Messages flow in both directions along the lines shown: a user's turn rises from the channel up through the backend and SDK to your code, and your reply travels back down the same path.
The channels then split into two groups:
- Microsoft Teams and Microsoft 365 Copilot (solid borders in the diagram) are reachable from both SDKs. Cross-channel essentials are at parity; for Teams-native collaboration, use the Teams SDK.
- Microsoft Copilot Studio, WebChat / DirectLine, and other Bot Framework Connector channels (dashed borders in the diagram) are reachable from either SDK in principle, but the M365 Agents SDK is the recommended, optimized path.
Bot Framework migration
If you're migrating from the Bot Framework SDK (the Microsoft.Bot.* packages), both SDKs offer a path. Pick based on whether you want to modernize end-to-end or host legacy code unchanged.

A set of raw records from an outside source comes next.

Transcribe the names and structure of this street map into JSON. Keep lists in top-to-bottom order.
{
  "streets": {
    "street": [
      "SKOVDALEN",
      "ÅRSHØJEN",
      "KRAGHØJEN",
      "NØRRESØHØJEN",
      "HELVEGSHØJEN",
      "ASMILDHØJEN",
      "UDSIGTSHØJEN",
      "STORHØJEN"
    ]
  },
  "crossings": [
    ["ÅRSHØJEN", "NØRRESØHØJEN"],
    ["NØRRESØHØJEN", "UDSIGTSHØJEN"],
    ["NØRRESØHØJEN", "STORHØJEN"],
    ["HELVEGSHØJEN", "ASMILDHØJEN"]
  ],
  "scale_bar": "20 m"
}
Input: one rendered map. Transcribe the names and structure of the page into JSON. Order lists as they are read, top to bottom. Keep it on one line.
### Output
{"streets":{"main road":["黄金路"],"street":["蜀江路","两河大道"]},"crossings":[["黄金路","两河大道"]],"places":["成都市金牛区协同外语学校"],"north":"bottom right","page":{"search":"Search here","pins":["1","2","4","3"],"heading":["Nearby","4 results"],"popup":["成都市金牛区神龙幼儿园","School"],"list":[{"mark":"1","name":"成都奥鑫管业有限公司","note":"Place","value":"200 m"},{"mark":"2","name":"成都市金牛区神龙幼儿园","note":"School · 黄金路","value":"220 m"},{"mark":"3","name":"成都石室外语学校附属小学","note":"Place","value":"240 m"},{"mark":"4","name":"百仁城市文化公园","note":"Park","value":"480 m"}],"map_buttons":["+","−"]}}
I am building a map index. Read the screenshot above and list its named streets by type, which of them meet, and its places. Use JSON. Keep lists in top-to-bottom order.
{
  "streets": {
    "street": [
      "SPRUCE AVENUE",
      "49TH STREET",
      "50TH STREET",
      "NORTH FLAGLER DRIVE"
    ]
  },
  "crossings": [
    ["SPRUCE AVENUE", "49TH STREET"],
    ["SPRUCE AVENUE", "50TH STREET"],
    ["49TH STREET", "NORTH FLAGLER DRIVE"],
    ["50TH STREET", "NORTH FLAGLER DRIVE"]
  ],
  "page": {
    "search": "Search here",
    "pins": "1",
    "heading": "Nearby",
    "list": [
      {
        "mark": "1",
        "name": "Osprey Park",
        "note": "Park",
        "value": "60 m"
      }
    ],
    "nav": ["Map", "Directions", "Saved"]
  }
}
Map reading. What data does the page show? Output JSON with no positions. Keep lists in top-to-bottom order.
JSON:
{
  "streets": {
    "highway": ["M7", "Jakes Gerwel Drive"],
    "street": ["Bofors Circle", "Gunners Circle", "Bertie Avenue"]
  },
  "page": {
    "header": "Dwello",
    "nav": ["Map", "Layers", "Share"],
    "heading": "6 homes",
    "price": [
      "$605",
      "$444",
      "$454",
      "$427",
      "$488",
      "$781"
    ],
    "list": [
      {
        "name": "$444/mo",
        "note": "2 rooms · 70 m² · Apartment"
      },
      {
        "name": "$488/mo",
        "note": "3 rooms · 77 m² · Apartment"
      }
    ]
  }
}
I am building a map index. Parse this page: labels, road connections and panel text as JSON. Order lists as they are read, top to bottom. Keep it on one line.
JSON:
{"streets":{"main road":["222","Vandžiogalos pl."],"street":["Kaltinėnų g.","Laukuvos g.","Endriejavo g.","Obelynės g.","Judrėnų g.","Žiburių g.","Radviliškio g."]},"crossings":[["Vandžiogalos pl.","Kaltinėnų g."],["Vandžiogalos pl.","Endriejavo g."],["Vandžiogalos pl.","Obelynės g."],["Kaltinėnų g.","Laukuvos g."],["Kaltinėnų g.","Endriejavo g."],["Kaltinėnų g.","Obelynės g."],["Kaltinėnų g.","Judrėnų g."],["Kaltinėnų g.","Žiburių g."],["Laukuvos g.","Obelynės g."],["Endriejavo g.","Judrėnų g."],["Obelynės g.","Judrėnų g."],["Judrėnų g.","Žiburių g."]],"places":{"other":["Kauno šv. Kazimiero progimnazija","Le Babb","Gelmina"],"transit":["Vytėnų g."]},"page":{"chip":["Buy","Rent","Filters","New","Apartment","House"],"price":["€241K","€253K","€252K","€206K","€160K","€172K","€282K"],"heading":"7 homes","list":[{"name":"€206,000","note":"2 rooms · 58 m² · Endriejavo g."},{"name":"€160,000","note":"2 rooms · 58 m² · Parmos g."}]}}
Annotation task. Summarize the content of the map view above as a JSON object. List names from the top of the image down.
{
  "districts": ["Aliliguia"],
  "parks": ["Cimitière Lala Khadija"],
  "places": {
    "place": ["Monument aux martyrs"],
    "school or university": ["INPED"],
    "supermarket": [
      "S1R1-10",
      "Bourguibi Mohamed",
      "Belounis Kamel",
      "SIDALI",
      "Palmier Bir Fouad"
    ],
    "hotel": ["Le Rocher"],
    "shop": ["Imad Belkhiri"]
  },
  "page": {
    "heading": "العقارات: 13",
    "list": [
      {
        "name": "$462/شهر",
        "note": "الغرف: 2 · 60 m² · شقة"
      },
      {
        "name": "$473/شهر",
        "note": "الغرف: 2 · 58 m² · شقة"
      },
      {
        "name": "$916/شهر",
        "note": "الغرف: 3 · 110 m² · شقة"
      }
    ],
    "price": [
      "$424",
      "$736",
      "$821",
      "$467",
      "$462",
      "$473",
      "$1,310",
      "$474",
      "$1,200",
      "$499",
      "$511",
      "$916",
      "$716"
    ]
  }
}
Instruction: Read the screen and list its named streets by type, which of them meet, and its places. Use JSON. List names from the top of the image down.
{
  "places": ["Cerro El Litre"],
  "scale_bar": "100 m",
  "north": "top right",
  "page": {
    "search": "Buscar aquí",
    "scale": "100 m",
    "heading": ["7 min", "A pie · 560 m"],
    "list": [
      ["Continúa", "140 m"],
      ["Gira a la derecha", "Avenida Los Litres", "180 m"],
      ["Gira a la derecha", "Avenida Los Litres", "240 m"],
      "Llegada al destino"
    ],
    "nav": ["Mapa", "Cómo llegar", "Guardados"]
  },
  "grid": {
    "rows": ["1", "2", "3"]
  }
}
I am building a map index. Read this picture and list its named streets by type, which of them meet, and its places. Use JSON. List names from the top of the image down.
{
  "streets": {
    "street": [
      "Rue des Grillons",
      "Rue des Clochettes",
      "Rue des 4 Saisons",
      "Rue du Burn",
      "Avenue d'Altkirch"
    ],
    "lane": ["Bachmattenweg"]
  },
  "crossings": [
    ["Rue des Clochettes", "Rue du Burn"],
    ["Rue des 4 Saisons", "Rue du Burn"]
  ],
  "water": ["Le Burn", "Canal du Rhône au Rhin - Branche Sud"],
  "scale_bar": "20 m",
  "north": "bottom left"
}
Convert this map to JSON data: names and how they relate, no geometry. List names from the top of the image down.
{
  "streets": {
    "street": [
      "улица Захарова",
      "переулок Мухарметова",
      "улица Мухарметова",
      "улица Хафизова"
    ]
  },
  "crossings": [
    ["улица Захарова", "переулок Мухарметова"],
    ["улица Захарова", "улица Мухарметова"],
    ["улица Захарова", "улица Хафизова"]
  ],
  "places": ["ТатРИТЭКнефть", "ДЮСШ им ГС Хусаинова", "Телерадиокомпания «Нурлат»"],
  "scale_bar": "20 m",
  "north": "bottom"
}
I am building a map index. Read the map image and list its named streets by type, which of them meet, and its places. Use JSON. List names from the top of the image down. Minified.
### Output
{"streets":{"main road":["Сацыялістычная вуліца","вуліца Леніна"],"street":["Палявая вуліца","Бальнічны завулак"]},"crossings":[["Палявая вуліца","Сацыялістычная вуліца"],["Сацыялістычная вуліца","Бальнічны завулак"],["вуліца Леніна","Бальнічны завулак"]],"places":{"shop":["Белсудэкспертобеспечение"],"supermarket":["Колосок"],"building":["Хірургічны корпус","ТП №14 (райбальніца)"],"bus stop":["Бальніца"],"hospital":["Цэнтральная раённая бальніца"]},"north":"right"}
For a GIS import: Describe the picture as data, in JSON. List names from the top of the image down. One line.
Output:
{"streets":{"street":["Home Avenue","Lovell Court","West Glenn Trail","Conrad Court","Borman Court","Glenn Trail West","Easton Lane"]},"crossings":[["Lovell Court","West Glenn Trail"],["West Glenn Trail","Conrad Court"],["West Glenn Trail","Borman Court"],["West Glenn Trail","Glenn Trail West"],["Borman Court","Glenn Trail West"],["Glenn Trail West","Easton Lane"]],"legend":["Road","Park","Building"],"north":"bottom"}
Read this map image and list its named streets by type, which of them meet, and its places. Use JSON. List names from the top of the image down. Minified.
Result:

| Migrate to M365 Agents SDK | Host legacy in Teams SDK | |
|---|---|---|
| What changes | Package + namespace rename, Program.cs modernization, drop deprecated services | Add the compat package, register the adapter; existing handler unchanged |
| Effort | Medium (modernization scope, not a one-line swap) | Minimal (install + a few lines of registration) |
| When to pick | You want primitives preserved across a clean SDK switch; you may need cross-channel reach later | You want existing BotBuilder code running unchanged while you rewrite handlers piece by piece (or not at all) |
Next steps
- Sticking with Teams SDK? Continue to Get started or the TypeScript / C# / Python guides.
- Need cross-channel reach? Head to the Microsoft 365 Agents SDK docs.
- Already using Bot Framework or TeamsFx? See Bot Framework migration above; both SDKs offer migration paths.
Both SDKs reach Microsoft 365 Copilot through the same Teams client surface. Once your bot works in Teams, enable it in M365 Copilot with a single CLI command, then republish or reload the app. No code change required.